Input
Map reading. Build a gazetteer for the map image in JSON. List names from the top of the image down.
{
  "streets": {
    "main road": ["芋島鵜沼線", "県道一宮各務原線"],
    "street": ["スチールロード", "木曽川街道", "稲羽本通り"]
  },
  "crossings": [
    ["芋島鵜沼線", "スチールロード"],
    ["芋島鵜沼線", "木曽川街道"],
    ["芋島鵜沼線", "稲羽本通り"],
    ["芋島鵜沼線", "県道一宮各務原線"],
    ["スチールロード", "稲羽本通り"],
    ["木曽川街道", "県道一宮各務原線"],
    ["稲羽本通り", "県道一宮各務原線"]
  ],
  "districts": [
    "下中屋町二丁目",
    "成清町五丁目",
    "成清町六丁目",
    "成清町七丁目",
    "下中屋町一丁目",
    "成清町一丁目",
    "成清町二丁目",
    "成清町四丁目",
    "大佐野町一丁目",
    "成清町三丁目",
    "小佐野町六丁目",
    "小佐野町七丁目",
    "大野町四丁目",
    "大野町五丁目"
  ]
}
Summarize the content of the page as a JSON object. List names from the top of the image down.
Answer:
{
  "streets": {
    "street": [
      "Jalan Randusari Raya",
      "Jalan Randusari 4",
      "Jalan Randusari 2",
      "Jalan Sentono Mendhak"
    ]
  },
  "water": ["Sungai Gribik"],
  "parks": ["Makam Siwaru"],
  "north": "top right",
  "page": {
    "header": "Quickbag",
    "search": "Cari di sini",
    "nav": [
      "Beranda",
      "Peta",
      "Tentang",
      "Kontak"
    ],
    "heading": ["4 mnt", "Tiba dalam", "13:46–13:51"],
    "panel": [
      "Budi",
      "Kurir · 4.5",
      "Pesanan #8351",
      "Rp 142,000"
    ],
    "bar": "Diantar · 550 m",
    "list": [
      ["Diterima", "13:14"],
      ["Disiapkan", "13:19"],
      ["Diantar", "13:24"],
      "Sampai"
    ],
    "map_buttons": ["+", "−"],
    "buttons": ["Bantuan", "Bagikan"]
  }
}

Exercise
Reproduce each line from the listing above that includes the word "Randusari".

Written answer
      "Jalan Randusari Raya",
      "Jalan Randusari 4",
      "Jalan Randusari 2",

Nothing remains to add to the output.